Access Tokens

What's an Access Token?

Access Tokens are a significant part of the OAuth 2.0 specification. Our specific implementation uses what OAuth calls "Bearer Tokens". Access Tokens have a few key characteristics. The most important of these is that they possess limited and bounded access. This means they have a very specific set of permissions which are good for a specific amount of time.

In our implementation, Access Tokens give an application the right to interact:

  • with a particular service or services
  • on behalf of a particular user in order to read or write data (optional)
  • for a particular institution
  • for a specific amount of time.

Definitions

Authorization Server
The server responsible for issuing access tokens to the client after successfully authenticating and authorizing the client. The Authorization server is sometimes also responsible for user authentication.
ClientId
The 80 character public portion of the WSKey.
Authenticating Institution ID
The institution that is responsible for authenticating the user and institution that the user's credentials are associated with.
Context Institution ID
The institution whose data the client is requesting access to
Scope
One or more web services that the client is requesting access to.

Obtaining an Access Token

Clients obtain Access Token from OCLC's Authorization Server using one of three OAuth2 flows:

Two of these flows: Explicit Authorization Code and User Agent, require users to authenticate in order to obtain an Access Token. With these two patterns, a client requests an Access Token and the user's web browser is redirected to the Authorization Server and asked to login. If the login is successful, then the user's web browser is redirected back to the original client with an Access Token passed along as a url parameter on the redirect.
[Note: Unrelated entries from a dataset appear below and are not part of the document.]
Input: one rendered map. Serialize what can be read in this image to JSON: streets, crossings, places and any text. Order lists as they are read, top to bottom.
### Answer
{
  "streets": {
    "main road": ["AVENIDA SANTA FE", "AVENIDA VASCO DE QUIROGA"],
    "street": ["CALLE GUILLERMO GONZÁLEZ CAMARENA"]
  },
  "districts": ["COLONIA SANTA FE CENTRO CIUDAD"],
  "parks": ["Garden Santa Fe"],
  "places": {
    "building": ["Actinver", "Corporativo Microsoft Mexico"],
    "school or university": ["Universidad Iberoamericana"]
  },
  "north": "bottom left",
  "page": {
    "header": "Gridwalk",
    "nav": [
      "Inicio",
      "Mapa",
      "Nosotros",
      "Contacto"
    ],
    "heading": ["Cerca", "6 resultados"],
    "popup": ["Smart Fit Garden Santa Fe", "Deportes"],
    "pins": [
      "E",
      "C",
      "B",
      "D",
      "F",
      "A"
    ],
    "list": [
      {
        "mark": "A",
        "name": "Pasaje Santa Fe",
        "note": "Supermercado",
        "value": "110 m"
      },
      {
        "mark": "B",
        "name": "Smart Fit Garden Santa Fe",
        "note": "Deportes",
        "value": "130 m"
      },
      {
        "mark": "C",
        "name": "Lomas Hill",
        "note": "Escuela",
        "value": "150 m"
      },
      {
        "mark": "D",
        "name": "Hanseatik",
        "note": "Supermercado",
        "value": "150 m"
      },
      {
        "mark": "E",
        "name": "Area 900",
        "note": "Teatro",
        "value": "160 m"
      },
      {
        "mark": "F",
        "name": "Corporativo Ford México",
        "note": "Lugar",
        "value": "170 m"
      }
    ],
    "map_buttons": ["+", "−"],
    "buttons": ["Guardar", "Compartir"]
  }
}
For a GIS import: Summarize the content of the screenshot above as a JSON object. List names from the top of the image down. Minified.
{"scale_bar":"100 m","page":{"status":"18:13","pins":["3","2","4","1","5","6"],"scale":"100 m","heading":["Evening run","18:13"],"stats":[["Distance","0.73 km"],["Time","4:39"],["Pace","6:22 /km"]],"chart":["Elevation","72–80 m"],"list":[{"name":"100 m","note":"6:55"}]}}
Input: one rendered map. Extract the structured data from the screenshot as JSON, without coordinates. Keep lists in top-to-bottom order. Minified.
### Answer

While both Explicit Authorization Code and User Agent flows require the user to login, they differ slightly in how the client obtains the token. Server-side web applications should use the Explicit Authorization Code flow. This flow requires the client to redirect the user to the Authorization Server in order to login. A successful login results in an authorization code being returned to the client. The client then uses this code, their WSKey and secret to request an Access Token. Client-side web applications such as JavaScript and native mobile applications, which are capable of opening a web browser, should use the User Agent/Mobile flow. Because these applications are not able to keep a secret secure, this flow does not require the client use a secret to make the request for an Access Token. Instead the client redirects the user to the Authorization Server to login. Upon successful login, an Access Token is returned to the client.

The third flow: Client Credential Grant, does not require a user to authenticate. It assumes that either:

  • the client has authenticated the user already and is passing a valid user identifier as part of the request for an Access Token
  • the web service(s) for which the Access Token is being requested does not require user authentication

Refresh Tokens

OCLC also supports Refresh Tokens. By using a Refresh Token a client can obtain a new Access Token without having to login the user again. Clients can request a Refresh Token as part of the Explicit Authorization Code flow by specifying an additional scope of refresh_token. Note that multiple scopes are space separated.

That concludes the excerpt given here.